Of course, there’s more to the authenticity. The freshly caught salmon often carries the salty flavor of the sea. The carrots came with soils on their roots. Breathing in the lively energy, we get to feel alive again. 

Week over week, we come to trust the farmers’ market as the oasis in the nutrition desert. We bring our best friends to explore new ingredients and select foods that would nourish our family. We stop by to taste the chef’s mindful selection of cheese. We are fully taken by the festive dance of life, fully present at the moment. 

But if the farmers’ market is truly that good, why don’t we go to the farmers’ markets every week? Why do we still order groceries online or refill our inventory at Costco? Are we afraid of being too present? Are we sabotaging our own happiness? 

Perhaps there’s a better reason. Perhaps we already know what is best for our lives. I know where to find my cold-pressed juice, almond-infused cheese, and highly-marbled steak. I know how to roast vegetables and flavor my cheese. I know how to cook a warm miso soup with delicate rice. I know what is best for my life. 

Sometimes I forget to be grateful for the little things. Sometimes I forget to thank my hard work. Sometimes I forget to cherish the people who support and champion my early work. Sometimes I forget that I am as good as anyone else. Sometimes I wish to give myself more attention, love, and trust because I have all the answers already. We all do. 

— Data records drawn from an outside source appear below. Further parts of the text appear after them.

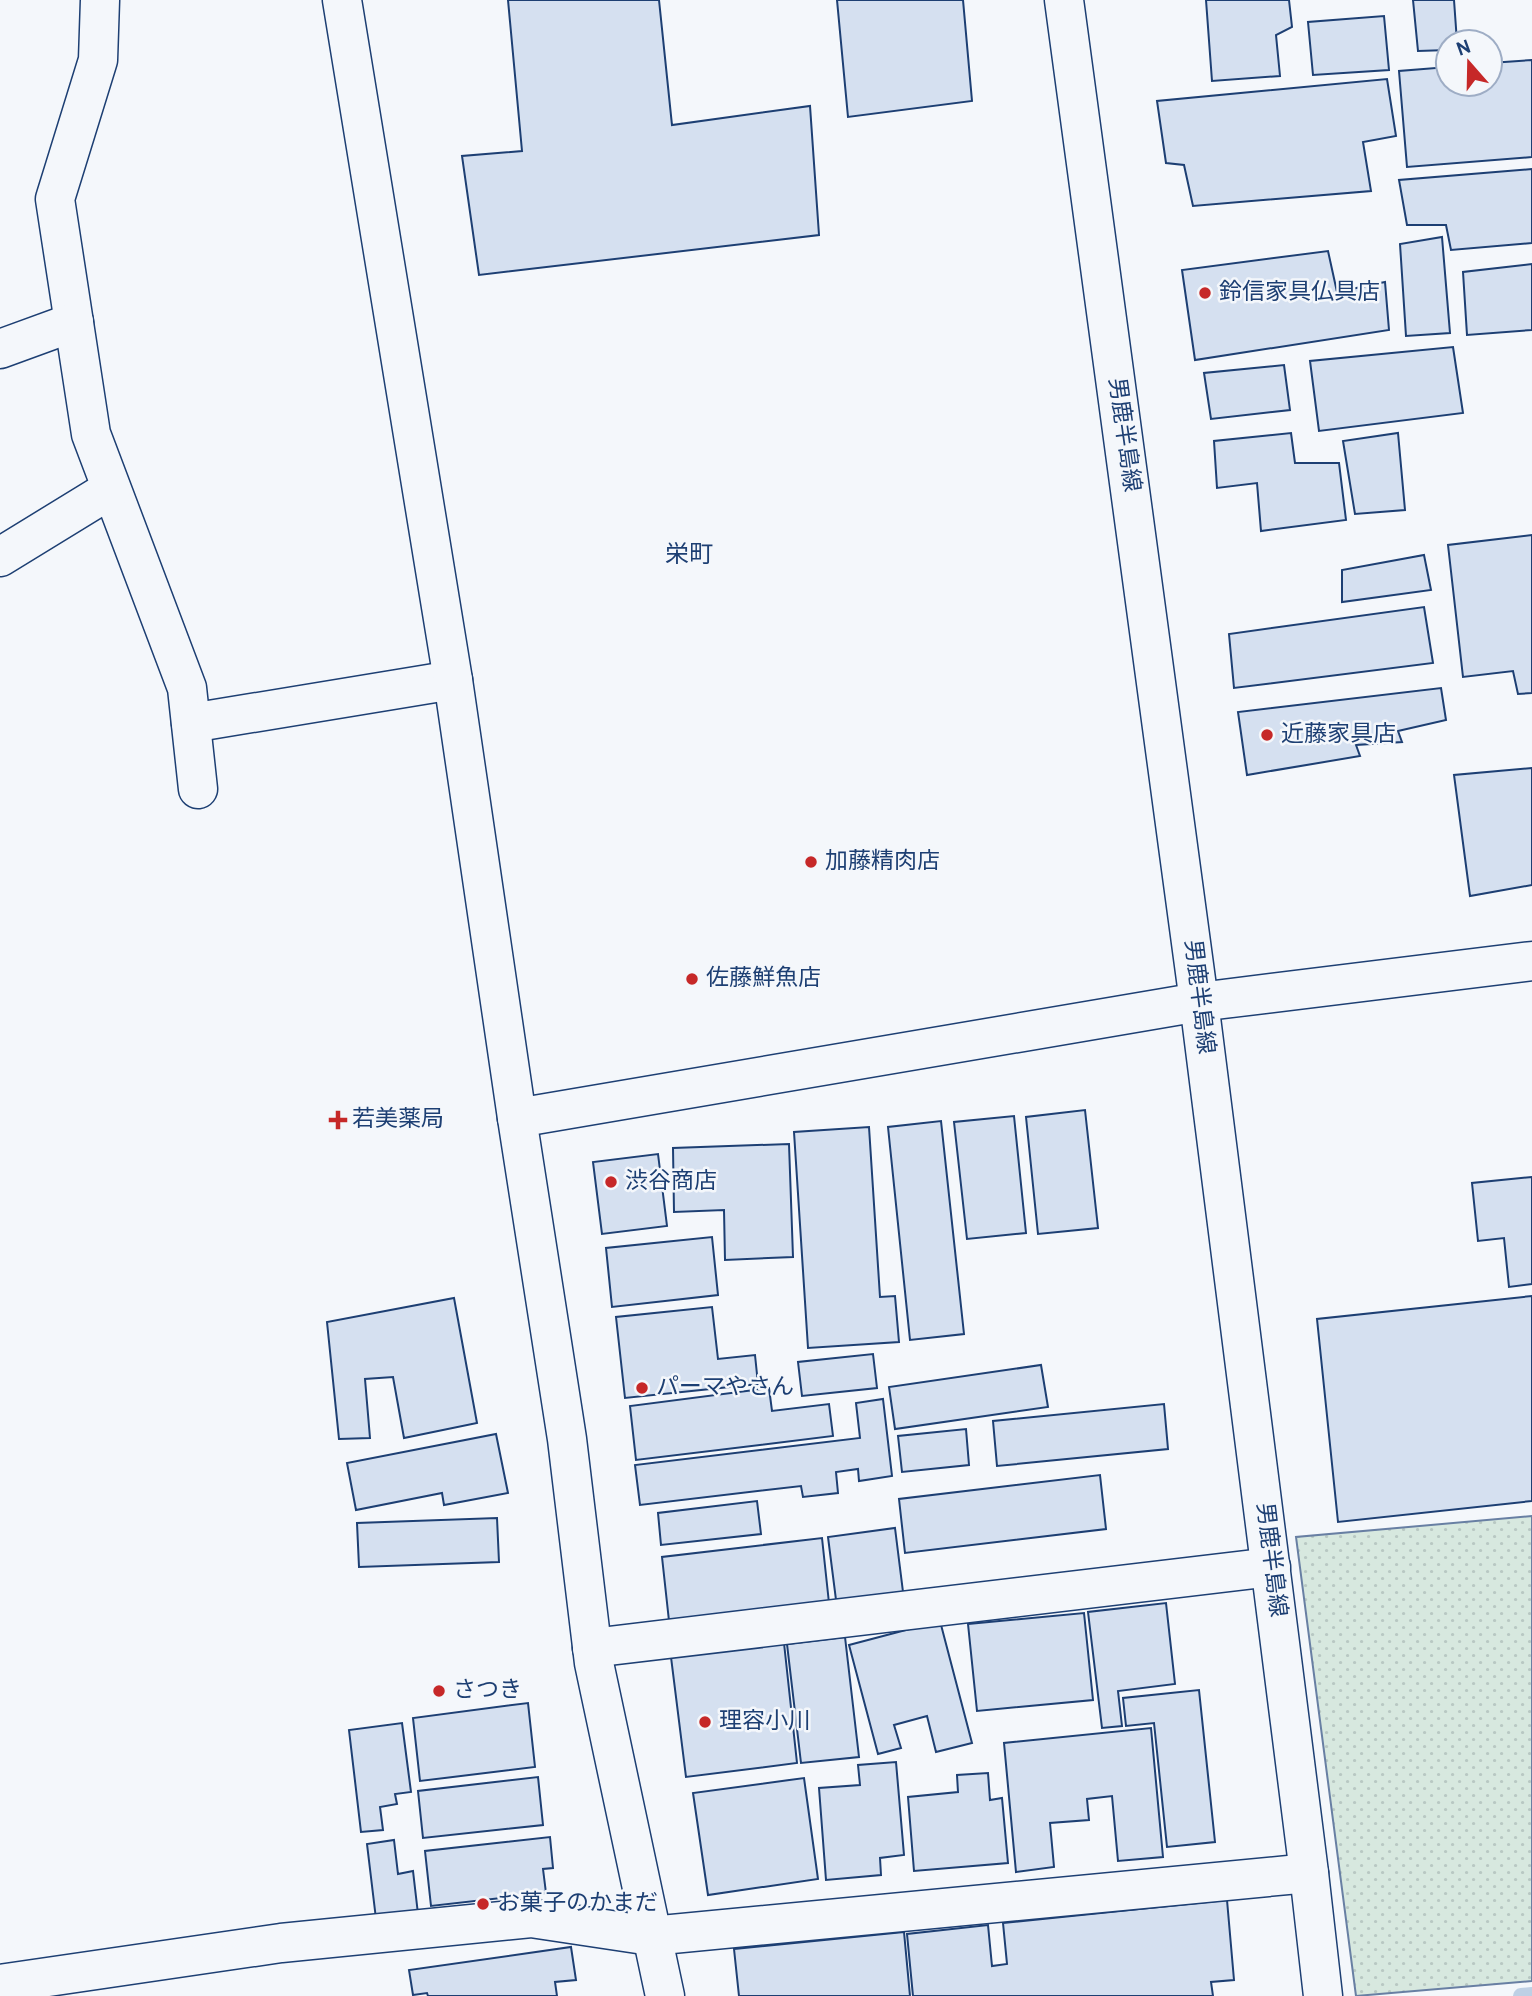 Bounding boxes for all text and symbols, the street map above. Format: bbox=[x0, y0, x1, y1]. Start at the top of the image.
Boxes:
north arrow bbox=[1434, 28, 1504, 98]
text: N bbox=[1453, 35, 1474, 63]
place label: 鈴信家具仏具店 bbox=[1219, 279, 1380, 308]
marker: 鈴信家具仏具店 bbox=[1197, 285, 1213, 301]
street label: 男鹿半島線 bbox=[1101, 376, 1145, 494]
district label: 栄町 bbox=[665, 541, 713, 571]
place label: 近藤家具店 bbox=[1281, 721, 1396, 750]
marker: 近藤家具店 bbox=[1259, 727, 1275, 743]
place label: 加藤精肉店 bbox=[825, 848, 940, 877]
marker: 加藤精肉店 bbox=[803, 854, 819, 870]
street label: 男鹿半島線 bbox=[1177, 938, 1219, 1056]
place label: 佐藤鮮魚店 bbox=[706, 965, 821, 994]
marker: 佐藤鮮魚店 bbox=[684, 971, 700, 987]
place label: 若美薬局 bbox=[352, 1106, 444, 1135]
marker: 若美薬局 bbox=[330, 1112, 346, 1128]
place label: 渋谷商店 bbox=[625, 1168, 717, 1197]
marker: 渋谷商店 bbox=[603, 1174, 619, 1190]
place label: パーマやさん bbox=[656, 1374, 794, 1403]
marker: パーマやさん bbox=[634, 1380, 650, 1396]
street label: 男鹿半島線 bbox=[1249, 1501, 1291, 1619]
place label: さつき bbox=[453, 1677, 522, 1706]
marker: さつき bbox=[431, 1683, 447, 1699]
place label: 理容小川 bbox=[719, 1708, 811, 1737]
marker: 理容小川 bbox=[697, 1714, 713, 1730]
place label: お菓子のかまだ bbox=[497, 1890, 658, 1919]
marker: お菓子のかまだ bbox=[475, 1896, 491, 1912]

We default to showing the highlight reels until we are fed up, wondering whether there’s another way. There is always another way. 

Sure, there are going to be people who want to project their insecurity upon you. They want to make you feel bad as if you can shoulder the hurt they are not willing to handle. They project that fear onto the stronger person in the room—you. 

Theodore Roosevelt said in his popular Citizenship in a Republic speech: “It is not the critic who counts. The credit belongs to the man who is actually in the arena, who at best knows in the end the triumph of high achievement, and who at the worst, if he fails, at least fails while daring greatly, so that his place shall never be with those cold and timid souls who know neither victory nor defeat.” 

If you are fighting with blood and sweat in the arena, why care about those in the cheap seats who have no real stakes in the awesome person you are becoming soon? If you are playing for the long-term game, why bother those who will not stay with you until the end? 

What if we could all put down the armor and go into the world as our imperfect selves? Remember those dirty carrots and smelly salmon that made you turn around at the market, the conversations you had, the people you noticed, the colors and sights and smells of imperfection being honored and celebrated. That raw authenticity is contagious, and we have all been through that with the pandemic. We turn on cameras, reveal the messy background, and bring our work-self home. We worry about not being professional enough and end up stronger than before. We learn that raw authenticity is sexy, and we love each other for that. 

If there’s one takeaway from the joy we find in farmers’ markets, be it showing our full self because the inner glow will come out in this outer world. That’s my dream for the world, and I hope a year of LivingOS has helped you get more clarity towards your dream life.

After all, we are all dirty carrots. Dirty together.